Peter Winkler gives us one more puzzle from his book Mathematical Mind Benders and tells us a little bit about why good puzzles are like good jokes.

6 Comments »

  1. notovny said,

    January 17, 2008 at 7:16 pm

    This might be a bit of a crazy take on it. Haven’t read the book, so no clue if this is the “real” answer.

    I also don’t know if posting an answer in the comments is frowned upon, so perhaps a bit of spoiler space?

    Okay.

    Assume the cake is a real object rather than an abstraction. As a result, it’s made up of molecules, and the molecules are made up of atoms.

    You’re not going to cut atoms with a knife. Not unless you’re swinging it ludicrously hard.

    As a result, regardless of what angle you pick, each slice is going to contain an integer number of atoms. Assume you’re exact enough that the same number of atoms is between each slice. (this is probably going to assume that the cake is perfectly circular and cylindrically symmetrical) If that’s the case the slice you’re picking and flipping is a rational fraction of the cake.

    Assume this rational fraction is p/q , in lowest terms. On cut q+1, you’ll be putting the knife exactly in the same place it was on the first cut. Cut q+2, you’ll flip the same section of the cake that you flipped the first time. Continue around and you’ll be flipping back all the same sections you did before, until cut 2q+1, which flips the last section of the cake, and puts the knife back in its starting position, with all the icing back on top.

    As mentioned this may take a ridiculously long time. Particularly if q = the number of atoms in the cake. But it is a finite number of steps.

  2. strauss said,

    January 19, 2008 at 4:20 pm

    Hi, ice cream is, as every chemist knows, a mathematically homogenous substance, directly derived from the very fabric of the universe.

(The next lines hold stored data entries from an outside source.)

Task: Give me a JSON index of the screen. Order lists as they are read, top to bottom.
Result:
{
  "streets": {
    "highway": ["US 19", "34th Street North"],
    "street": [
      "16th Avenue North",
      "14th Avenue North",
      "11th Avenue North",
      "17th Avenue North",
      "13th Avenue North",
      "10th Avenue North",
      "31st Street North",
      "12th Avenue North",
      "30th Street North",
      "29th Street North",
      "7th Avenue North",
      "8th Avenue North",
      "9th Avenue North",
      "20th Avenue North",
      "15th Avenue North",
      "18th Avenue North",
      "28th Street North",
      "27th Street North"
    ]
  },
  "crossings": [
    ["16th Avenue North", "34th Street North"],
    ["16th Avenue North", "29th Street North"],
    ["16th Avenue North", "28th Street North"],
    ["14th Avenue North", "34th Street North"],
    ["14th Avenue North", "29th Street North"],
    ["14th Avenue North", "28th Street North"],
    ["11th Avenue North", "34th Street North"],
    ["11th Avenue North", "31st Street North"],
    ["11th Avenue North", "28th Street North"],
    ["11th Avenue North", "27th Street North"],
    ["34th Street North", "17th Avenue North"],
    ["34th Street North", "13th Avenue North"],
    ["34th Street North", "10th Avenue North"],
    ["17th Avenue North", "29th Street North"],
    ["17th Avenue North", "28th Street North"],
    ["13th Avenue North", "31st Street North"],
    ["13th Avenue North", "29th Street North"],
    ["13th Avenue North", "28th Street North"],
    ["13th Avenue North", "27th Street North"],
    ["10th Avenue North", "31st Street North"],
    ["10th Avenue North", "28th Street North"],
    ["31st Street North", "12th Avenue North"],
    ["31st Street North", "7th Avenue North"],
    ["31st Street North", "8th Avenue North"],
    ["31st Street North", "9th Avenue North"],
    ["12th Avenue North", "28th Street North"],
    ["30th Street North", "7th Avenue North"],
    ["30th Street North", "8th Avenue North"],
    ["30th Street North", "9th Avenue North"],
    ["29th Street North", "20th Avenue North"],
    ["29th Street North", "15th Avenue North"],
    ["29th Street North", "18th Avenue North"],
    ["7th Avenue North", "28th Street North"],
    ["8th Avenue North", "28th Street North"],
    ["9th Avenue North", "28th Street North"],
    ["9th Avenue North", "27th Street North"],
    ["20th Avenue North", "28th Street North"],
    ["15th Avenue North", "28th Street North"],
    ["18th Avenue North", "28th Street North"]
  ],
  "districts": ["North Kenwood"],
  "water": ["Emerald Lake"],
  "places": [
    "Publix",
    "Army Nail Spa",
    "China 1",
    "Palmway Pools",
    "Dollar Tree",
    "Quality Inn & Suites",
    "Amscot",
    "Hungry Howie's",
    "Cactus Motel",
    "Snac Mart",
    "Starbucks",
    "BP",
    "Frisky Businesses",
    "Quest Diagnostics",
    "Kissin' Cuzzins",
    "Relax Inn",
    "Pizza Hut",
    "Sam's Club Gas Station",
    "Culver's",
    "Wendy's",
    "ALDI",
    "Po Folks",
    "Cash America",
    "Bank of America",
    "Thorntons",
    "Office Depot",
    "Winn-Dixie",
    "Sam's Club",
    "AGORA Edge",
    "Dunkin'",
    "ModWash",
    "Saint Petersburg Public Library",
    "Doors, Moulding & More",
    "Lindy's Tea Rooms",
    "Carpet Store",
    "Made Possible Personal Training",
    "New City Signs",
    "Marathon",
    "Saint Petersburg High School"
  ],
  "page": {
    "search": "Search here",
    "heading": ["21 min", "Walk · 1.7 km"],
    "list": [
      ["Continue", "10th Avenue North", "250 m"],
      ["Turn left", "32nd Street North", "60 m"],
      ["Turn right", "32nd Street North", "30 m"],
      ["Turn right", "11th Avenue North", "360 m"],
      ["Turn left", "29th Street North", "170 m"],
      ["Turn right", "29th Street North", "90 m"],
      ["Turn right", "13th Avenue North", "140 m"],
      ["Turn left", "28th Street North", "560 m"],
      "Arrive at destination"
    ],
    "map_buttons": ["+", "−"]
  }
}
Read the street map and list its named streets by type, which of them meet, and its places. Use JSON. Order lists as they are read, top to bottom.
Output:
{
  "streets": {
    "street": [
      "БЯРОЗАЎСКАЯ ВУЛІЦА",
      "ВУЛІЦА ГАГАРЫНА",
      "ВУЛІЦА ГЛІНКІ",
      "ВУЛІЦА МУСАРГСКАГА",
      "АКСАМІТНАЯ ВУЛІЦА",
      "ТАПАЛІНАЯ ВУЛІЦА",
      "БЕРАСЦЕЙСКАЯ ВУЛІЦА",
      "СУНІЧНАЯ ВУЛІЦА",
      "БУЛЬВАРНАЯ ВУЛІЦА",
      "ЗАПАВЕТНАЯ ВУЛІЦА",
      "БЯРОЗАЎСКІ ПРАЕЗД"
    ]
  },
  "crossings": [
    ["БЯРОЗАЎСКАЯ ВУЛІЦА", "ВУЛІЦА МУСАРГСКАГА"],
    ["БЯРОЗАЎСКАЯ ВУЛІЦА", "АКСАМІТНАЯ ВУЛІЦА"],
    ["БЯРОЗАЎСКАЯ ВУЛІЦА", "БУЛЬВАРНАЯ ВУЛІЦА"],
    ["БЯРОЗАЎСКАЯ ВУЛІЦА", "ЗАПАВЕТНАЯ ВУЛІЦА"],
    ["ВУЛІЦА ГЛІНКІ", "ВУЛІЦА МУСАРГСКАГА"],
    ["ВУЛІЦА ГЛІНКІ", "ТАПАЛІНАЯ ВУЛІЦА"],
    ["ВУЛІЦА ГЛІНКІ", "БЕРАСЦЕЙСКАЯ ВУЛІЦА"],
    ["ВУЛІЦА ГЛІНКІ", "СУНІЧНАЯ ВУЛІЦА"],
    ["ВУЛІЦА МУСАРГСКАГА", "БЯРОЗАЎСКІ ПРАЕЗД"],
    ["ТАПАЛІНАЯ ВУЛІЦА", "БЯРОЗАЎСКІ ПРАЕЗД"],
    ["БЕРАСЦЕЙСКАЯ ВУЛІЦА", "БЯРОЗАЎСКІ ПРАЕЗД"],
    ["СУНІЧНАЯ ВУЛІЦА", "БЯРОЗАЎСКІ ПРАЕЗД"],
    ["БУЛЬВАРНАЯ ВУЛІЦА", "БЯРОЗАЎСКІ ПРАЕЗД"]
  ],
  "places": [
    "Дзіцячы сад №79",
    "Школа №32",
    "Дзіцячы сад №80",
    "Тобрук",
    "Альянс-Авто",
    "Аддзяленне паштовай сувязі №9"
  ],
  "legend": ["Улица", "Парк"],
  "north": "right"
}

    Or at least the ice cream in this cake is! This is the right argument for a rational angle of slice, but the amazing aspect of this puzzle is that it works just as well for irrational angles as well.

  3. jlundell said,

    January 19, 2008 at 8:32 pm

    Clearly (for some definition of “clearly”), the answer must have to do with slice-flipping. If the first cut is at 0, then by the time we come all around the cake and cut a slice that includes the cut at 0, when we flip that slice, that first cut is no longer at 0. Presumably it all works out (along with getting the top back on top), but I haven’t figured out a notation to make the calculation at all straightforward.

  4. eron said,

    March 24, 2008 at 12:01 pm

    Hey hi, first of all, congratulations for your program from germany (although I’m spanish)!
    I’ve been quite puzzled with this puzzle for some days now because it looks rather easy to prove that the ice cream can’t be put back on top, unless I’m not getting it right…
    I assume the following:
    One starts cutting at an angle of A=0 (wherever that is) and the cutting angle is X. Of course if X is some rational number N/M times 2*pi it’s easy to see that after N*M slices one gets back to the starting point A=0.
    The important point is this. No matter what the angle X is, if the cake actually gets all the ice cream back on top, this has to happen at the initial point X. I think this is also easy to see.
    If that is the case, then one has done N slices after which one has managed to complete M turns around the cake, yielding:
    N * X = M * 2*pi
    which doesn’t work for all X.

    What am I getting wrong?

  5. strauss said,

    March 24, 2008 at 12:06 pm

    This is a really strange problem—it can take a truly astronomical number of flips before things work out. The key is the word “flip” When you have an irrational angle, when you come back around, a chunk of cake you’re cutting into will be upside down. When you cut this and flip it again, two molecules of cake that were next to each other at first might be moved apart…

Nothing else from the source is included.